Data shown
= Beginning of Section =
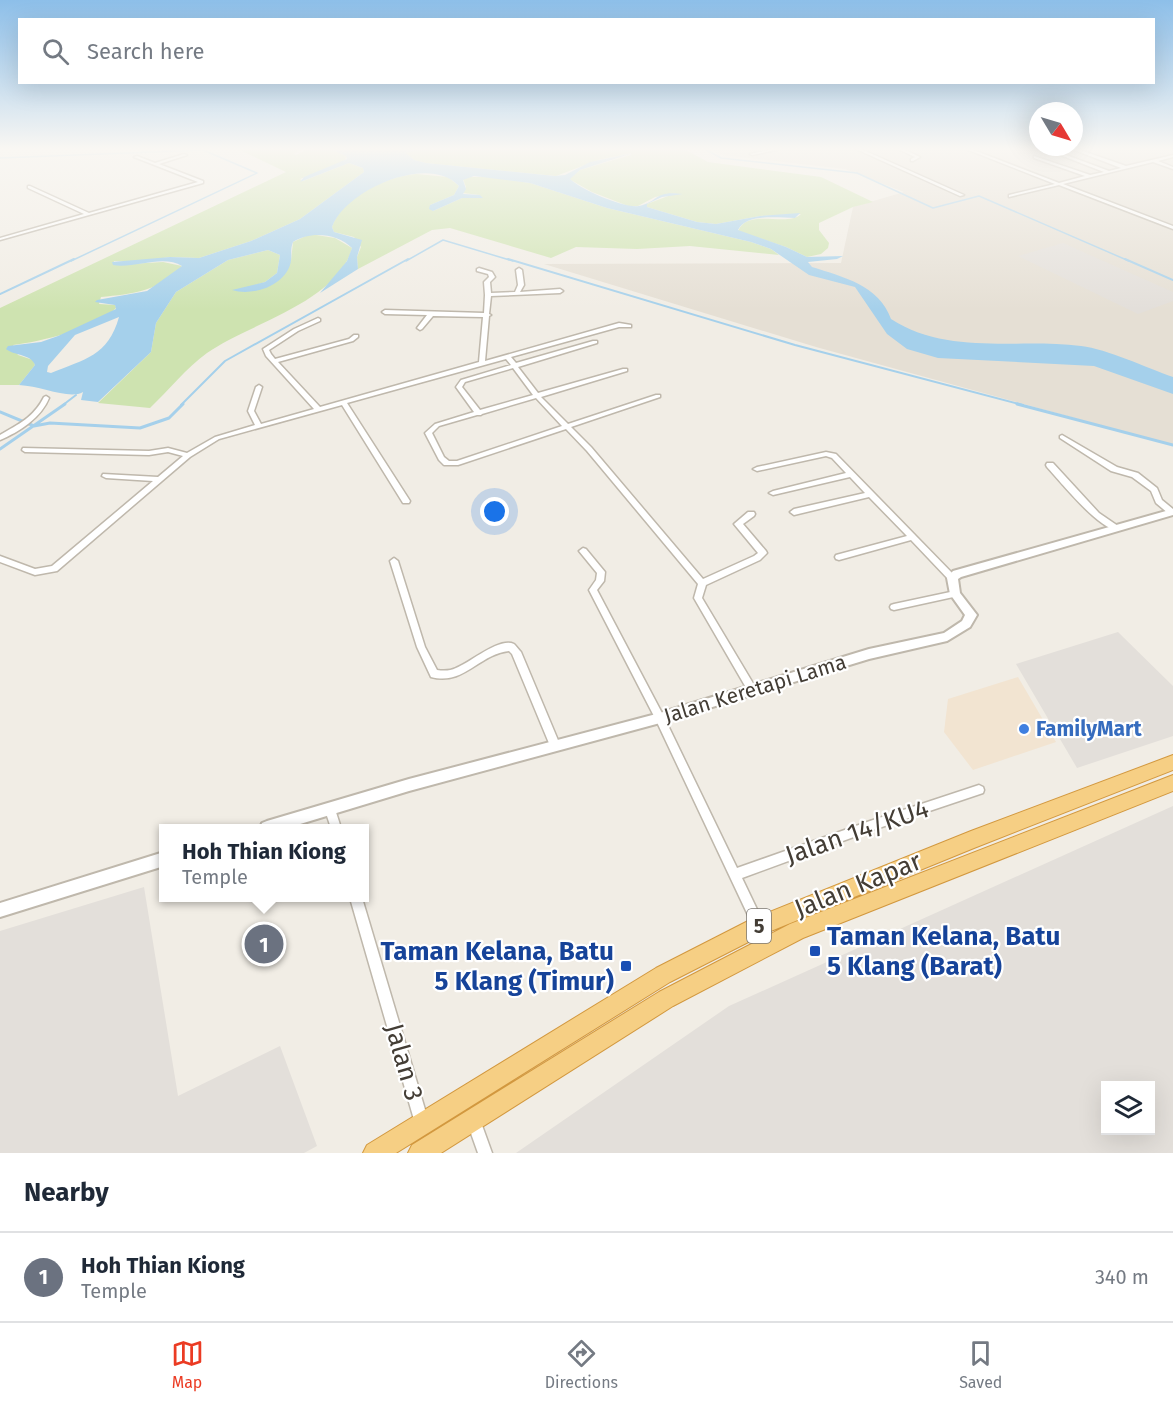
<!DOCTYPE html>
<style>
body{margin:0;font-family:"Fira Sans",sans-serif;background:#f6f6f7;color:#1f2937}
.controls{position:absolute;right:18px;bottom:18px;display:grid;overflow:hidden;border-radius:0px;box-shadow:0 6px 24px #0002}
.controls button{width:54px;height:54px;display:grid;place-items:center;padding:0;border:0;border-bottom:2px solid #e0e1e3;background:#fff;color:#1f2937;font:30px sans-serif}
.compass{position:absolute;left:1029px;top:102px;width:54px;height:54px;border-radius:50%;background:#fff;box-shadow:0 6px 24px #0002;rotate:128deg}
.you{position:absolute;left:495px;top:512px;width:21px;height:21px;margin:-15px;border:4px solid #fff;border-radius:50%;background:#1a73e8;box-shadow:0 0 0 9px #1a73e833}
.badge{display:grid;place-items:center;width:39px;height:39px;border-radius:50%;background:#eb3b23;color:#fff;font-size:20px;font-weight:700}
.pin{position:absolute;translate:-50% -50%;border:3px solid #fff;box-shadow:0 2px 6px #0006}
.popup{position:absolute;left:159px;top:824px;width:210px;height:78px;box-sizing:border-box;display:grid;place-content:center;border-radius:0px;background:#fff;filter:drop-shadow(0 2px 4px #0005);font-size:20px;white-space:nowrap;color:#747a83}
.popup b{font-size:22px;color:#1f2937}
.popup::after{content:'';position:absolute;left:50%;top:100%;margin-left:-12px;border:12px solid transparent;border-top-color:#fff}
.list{margin:0;padding:0;list-style:none}
h2{display:flex;justify-content:space-between;align-items:center;height:78px;margin:0;padding:0 24px;font-size:26px}
h2 small{font-size:20px;font-weight:400;color:#747a83}
.list li{display:grid;grid-template-columns:39px 1fr auto;gap:18px;align-items:center;box-sizing:border-box;height:90px;padding:0 24px;border-top:2px solid #e0e1e3}
.list b{display:block;font-size:22px;white-space:nowrap}
.list p{margin:0;font-size:20px;white-space:nowrap;color:#747a83}
.list em{font-size:20px;font-style:normal;color:#747a83}
.icon{flex:none;width:33px;height:33px;fill:none;stroke:currentColor;stroke-width:2;stroke-linecap:round;stroke-linejoin:round}
.map{position:relative;flex:none;width:1173px;height:1153px;overflow:hidden}
.search{position:absolute;background:#fff;box-shadow:0 6px 24px #0002;left:18px;right:18px;top:18px;height:66px;display:flex;align-items:center;gap:15px;box-sizing:border-box;padding:0 21px;border-radius:0px;color:#747a83;font-size:22px}
.sheet{height:168px;background:#fff}
nav{display:flex;justify-content:space-around;align-items:center;box-sizing:border-box;height:84px;border-top:2px solid #e0e1e3;background:#fff;font-size:16px;color:#747a83}
nav a{display:grid;justify-items:center;gap:3px}
nav .on{color:#eb3b23}
.map>svg:first-child{display:block}
.residential{fill:#e5dfd4}
.commercial{fill:#f2e4d1}
.industrial{fill:#e3dfda;fill-rule:evenodd}
.green{fill:#cee3b0}
.water{fill:#a5d0eb;fill-rule:evenodd}
.lines{fill:none;stroke-linecap:round;stroke-linejoin:round}
.stream-far2{stroke:#a5d0eb;stroke-width:1.5}
.stream-far1{stroke:#a5d0eb;stroke-width:2}
.stream{stroke:#a5d0eb;stroke-width:3}
.minor-casing{stroke:#bfb8ac;stroke-width:3}
.tertiary-casing{stroke:#bfb8ac;stroke-width:4}
.trunk-casing{stroke:#d2983f;stroke-width:2}
.minor{fill:#fff;fill-rule:evenodd}
.tertiary{fill:#fff;fill-rule:evenodd}
.trunk{fill:#f6cf84;fill-rule:evenodd}
.shop-dot{fill:#3f7fe0;stroke:#fff;stroke-width:2}
.transit-dot{fill:#1a4fb4;stroke:#fff;stroke-width:2}
.labels{text-anchor:middle;dominant-baseline:central;stroke-width:4.5;stroke-linejoin:round;paint-order:stroke}
.shield{fill:#fff;stroke:#7b7772;stroke-width:1.5}
.shield-label{font-size:20px;font-weight:bold;fill:#433d35}
.street-label{font-size:21px;fill:#433d35;stroke:#fff}
.shop-label{font-size:21px;font-weight:bold;fill:#366cbe;stroke:#fff;text-anchor:start}
.near-street-label{font-size:26px;fill:#433d35;stroke:#fff}
.near-transit-label{font-size:26px;font-weight:bold;fill:#164399;stroke:#fff;text-anchor:start}
</style>
<div class="map">
<svg width="1173" height="1153" viewBox="0 0 1173 1153">
<rect width="100%" height="100%" fill="#f1ede5"/>
<path class="residential" d="M710 149H1173V445L816 347 544 264 841 263 853 207 904 192 845 169 723 155Z"/>
<path class="commercial" d="M1018 677 1056 742 973 770 944 732 948 699Z"/>
<path class="industrial" d="M1063 243 1173 292V301L1138 314 1018 256Z
M1118 632 1173 686V736L1077 768 1016 664Z
M1173 806V1153H516L729 1006ZM1106 1086H1150V1130H1106Z
M144 887 178 1096 280 1046 317 1146 304 1153H0V931Z"/>
<path class="green" d="M238 149H300L294 154 296 155C313 145 329 147 346 156L345 162 300 179 303 181 349 163 363 168 364 172 300 219 251 241 199 258 170 257 136 262 114 261 113 265 163 262 182 266C161 291 132 294 101 297L99 304 115 305 116 308C97 328 40 342 13 345L18 355 33 360 35 365 19 385H0V308L286 172Z
M420 149H684L708 162 821 177 873 202 853 207 819 223V230L829 243 828 248 821 254 807 257 786 247 738 231C748 207 787 228 801 214L760 216 716 224 697 222 647 207V204L676 193 655 197 638 206H628L592 192 569 179 580 170 631 155V153L598 160 556 176 426 163 414 160 406 153Z
M416 174 448 177 459 186 454 195 430 205 433 211 462 198 480 195 463 193 466 187 463 179 467 177H489L530 183 607 208 751 242 771 249 779 255 690 246 637 249 576 247 551 258 450 228 432 230 358 269 357 257 361 247 354 237 334 232 332 227C343 196 385 177 416 174Z
M310 234 335 238 352 248C338 302 248 324 207 353 186 368 169 390 150 408L98 403 151 352 156 323 176 292 228 260 268 250 280 255 277 273 265 282 249 287V291L273 284 291 261 293 242Z"/>
<path class="water" d="M331 149H420L406 153 414 160 426 163 555 176 565 175 590 162 633 153 580 170 570 179C580 189 625 209 639 206 660 201 654 190 683 194L662 197 647 204V207L697 222 716 224 760 216 800 213 795 218C778 218 746 213 738 230L786 247 807 257 843 256 837 259 808 262 812 267C843 277 879 285 891 319 948 356 1017 338 1081 346 1107 349 1147 368 1173 377V394L1094 366 938 358 907 349 887 334 855 287 809 275 771 249 751 242 607 208 530 183 474 176 463 180 466 189 463 194 480 195 483 198H462L433 211 429 209 430 205 454 195 459 186C429 153 345 190 332 227L334 232 362 240 357 257 358 269 320 293 347 261 352 248C337 233 310 231 293 242 290 250 292 254 291 261 287 285 253 297 232 290L265 282 277 273 280 255 268 250 228 260 176 292 156 323 151 352 98 402 81 400 83 392C69 400 42 386 19 385L35 365C31 354 15 356 6 349L8 346 41 342 58 336 116 309 115 305 95 302 97 300 147 291 182 266C163 254 134 269 113 265L112 262 170 257 199 258 251 241 300 219 364 172 363 168 349 163 300 182 304 177 347 159 346 156ZM119 317C108 356 85 359 51 373L47 372 48 366 75 335Z"/>
<g class="lines">
<path class="stream-far2" d="M705 149 721 158 857 173 933 208 979 196 1129 261
M0 158 203 150 257 173 71 261
M406 261 443 240 513 261"/>
<path class="stream-far1" d="M508 259 795 345 1023 405
M1125 259 1173 280
M0 294 74 259
M63 405 76 395
M181 405 225 361 408 259"/>
<path class="stream" d="M1017 404 1173 445
M0 412 34 426 50 423 140 428 169 418 183 404
M0 449 65 404"/>
<defs>
<path id="minor" d="M773 149H780L752 155 750 154Z
M856 149H861L964 195 960 196Z
M898 149H903L920 157 913 161H911V159L915 157Z
M966 149H971L1059 183 1085 176 1034 158V156L1090 175 1104 172 1045 149H1050L1109 171 1121 168 1072 149H1077L1126 166 1173 155V157L1158 161 1173 167V169L1153 162 1063 184 1173 226V229L1059 185 1009 197V195L1055 184Z
M184 154 187 155 159 164 203 181V183L0 240V238L84 214 28 188V186H30L89 213 198 182 134 157 137 156 155 163Z
M479 268 492 272 495 277 490 282 491 293 515 292 518 285 516 270 519 268 522 270 524 285 520 292 560 289 563 291 560 293 491 296 489 314 491 315 489 316 485 361 619 323 631 325V327H619L511 357 516 363 593 341H597V343L518 367 538 393 623 369H627V371L541 397 568 424 656 395H660V397L571 427 591 447 703 579 754 556 758 553 734 524 748 512H754L755 514 754 516 743 524 766 551 767 553 760 560 706 585 702 598 754 685 756 688 754 691 751 692 748 691 694 598 698 584 587 451 566 429 458 465H444L439 460 425 433 435 424 474 412 456 387 461 380 511 365 506 359 347 403 410 501 409 503H403L342 405 219 439 190 457 57 571 35 575 0 562V556L35 569 52 566 153 481 106 478 102 476 103 474 158 477 183 456 168 452 149 455 25 452 22 450 23 448 149 451 168 448 187 453 215 437 255 425 248 411 256 387 259 385 262 387 254 411 261 424 314 409 266 356 263 349 294 329 318 318 320 319V321L298 331 269 350 271 354 275 359 349 339 354 335H358V337L353 341 278 362 320 407 479 362 483 317 433 316 422 329 420 330 417 328 427 315 385 314 382 312 385 310 484 313 485 295 484 282 489 277 488 274 477 271V269ZM513 368 533 395 480 410 462 387 465 382ZM536 398 562 426 457 461H449L444 457 432 433 439 426 477 415H481L482 414Z
M46 396 49 398C41 418 19 432 0 440V435C19 424 34 417 44 397Z
M1062 435 1117 467 1138 473 1157 488 1162 500 1173 509V514H1169L1156 503 1151 491 1132 477 1111 471 1060 438V436Z
M826 452 836 454 955 576 956 578 955 580H949L911 540 839 560 836 559 835 557 836 555 907 536 869 497 794 515 790 512 794 509 865 493 850 477 773 495 769 493 773 491 846 473 832 458 826 456 757 471 753 469 757 467Z
M1047 463H1053L1099 513 1118 526 1119 528 1118 530C1100 531 1060 481 1047 467L1046 465Z
M583 548 586 549 605 572 604 581 597 590 663 715 737 868 870 821 979 785 983 787 984 790 983 793 870 831 742 878 765 926 763 930 759 932 755 930 656 720 589 590 596 580 597 573 579 551Z
M394 558 398 561 425 647 437 670C444 671 450 671 456 668 470 663 499 637 514 644 516 646 519 650 521 652L560 745 559 748 555 749 551 748 512 654 509 651C479 654 464 686 431 677L417 647 390 561Z
M955 591 958 592 959 594 958 596 894 610 891 609 890 607 891 605 894 604Z
M330 805 334 806 341 828H331L325 810 326 806Z
M350 898H362L429 1123 427 1128 422 1130 417 1128 415 1123Z
M474 1115 479 1117 492 1153H478L467 1122 469 1117Z"/>
<path id="tertiary" d="M1173 509V515L961 577 958 579 960 593 977 615 970 627 947 641 869 659 660 723 409 791 287 828H260L262 823 267 821 409 779 660 713 869 649 944 633 962 621 965 615 950 594 947 578 953 571Z
M164 852V866L0 917V903Z"/>
<path id="trunk" d="M1173 755V770L974 848 766 933 670 982 396 1153H363L367 1145 656 968 752 919 971 831Z
M1173 775V791L803 938 673 1006 441 1153H408L412 1145 659 992 790 924Z"/>
</defs>
<use href="#minor" class="minor-casing"/>
<use href="#tertiary" class="tertiary-casing"/>
<use href="#trunk" class="trunk-casing"/>
<use href="#minor" class="minor"/>
<use href="#tertiary" class="tertiary"/>
<use href="#trunk" class="trunk"/>
</g>
<linearGradient id="sky" x2="0" y2="1"><stop stop-color="#8dbfe9"/><stop offset="0.48" stop-color="#f9f7f3"/><stop offset="1" stop-color="#f9f7f3" stop-opacity="0"/></linearGradient>
<rect width="1173" height="310" fill="url(#sky)"/>
<circle class="shop-dot" cx="1024" cy="729" r="6"/>
<g class="transit-dot">
<rect x="809" y="945" width="12" height="12" rx="3"/>
<rect x="620" y="960" width="12" height="12" rx="3"/>
</g>
<g class="labels">
<rect class="shield" x="747" y="909" width="24" height="34" rx="4.5"/>
<g class="shield-label">
<text x="759" y="926">5</text>
</g>
<g class="street-label">
<text transform="translate(755 689) rotate(-17)">Jalan Keretapi Lama</text>
</g>
<g class="shop-label">
<text x="1036" y="729">FamilyMart</text>
</g>
<g class="near-street-label">
<text transform="translate(857 832) rotate(-19)">Jalan 14/KU4</text>
<text transform="translate(858 885) rotate(-22)">Jalan Kapar</text>
<text transform="translate(404 1062) rotate(74)">Jalan 3</text>
</g>
<g class="near-transit-label">
<text x="827" y="936">Taman Kelana, Batu<tspan x="827" dy="30">5 Klang (Barat)</tspan></text>
<text x="614" y="951" text-anchor="end">Taman Kelana, Batu<tspan x="614" dy="30">5 Klang (Timur)</tspan></text>
</g>
</g>
</svg>
<div class="controls">
<button><svg class="icon" aria-label="layers" viewBox="0 0 24 24"><path d="M12 4l9 5-9 5-9-5zM3 14l9 5 9-5"/></svg></button>
</div>
<svg class="compass" viewBox="-18 -18 36 36"><path d="M0-13l5 13h-10z" fill="#e53935"/><path d="M0 13l5-13h-10z" fill="#747a83"/></svg>
<div class="you"></div>
<div class="pin badge" style="left:264px;top:944px;background:#6b7280">1</div>
<div class="popup"><b>Hoh Thian Kiong</b>Temple</div>
<div class="search"><svg class="icon" aria-label="search" viewBox="0 0 24 24"><circle cx="10" cy="10" r="6"/><path d="M15 15l6 6"/></svg>Search here</div>
</div>
<section class="sheet">
<h2>Nearby<small></small></h2>
<ul class="list">
<li><span class="badge" style="background:#6b7280">1</span><div><b>Hoh Thian Kiong</b><p>Temple</p></div><em>340 m</em></li>
</ul>
</section>
<nav>
<a class="on"><svg class="icon" aria-label="map" viewBox="0 0 24 24"><path d="M3 6l6-2 6 2 6-2v14l-6 2-6-2-6 2zM9 4v14M15 6v14"/></svg>Map</a>
<a><svg class="icon" aria-label="directions" viewBox="0 0 24 24"><path d="M12 3l9 9-9 9-9-9zM9 14v-3h6M13 9l2 2-2 2"/></svg>Directions</a>
<a><svg class="icon" aria-label="saved" viewBox="0 0 24 24"><path d="M7 4h10v16l-5-4-5 4z"/></svg>Saved</a>
</nav>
= End of Section =
About this task
Match on "bottom" and copy out every line of the entries that contains it.

Reply
.controls{position:absolute;right:18px;bottom:18px;display:grid;overflow:hidden;border-radius:0px;box-shadow:0 6px 24px #0002}
.controls button{width:54px;height:54px;display:grid;place-items:center;padding:0;border:0;border-bottom:2px solid #e0e1e3;background:#fff;color:#1f2937;font:30px sans-serif}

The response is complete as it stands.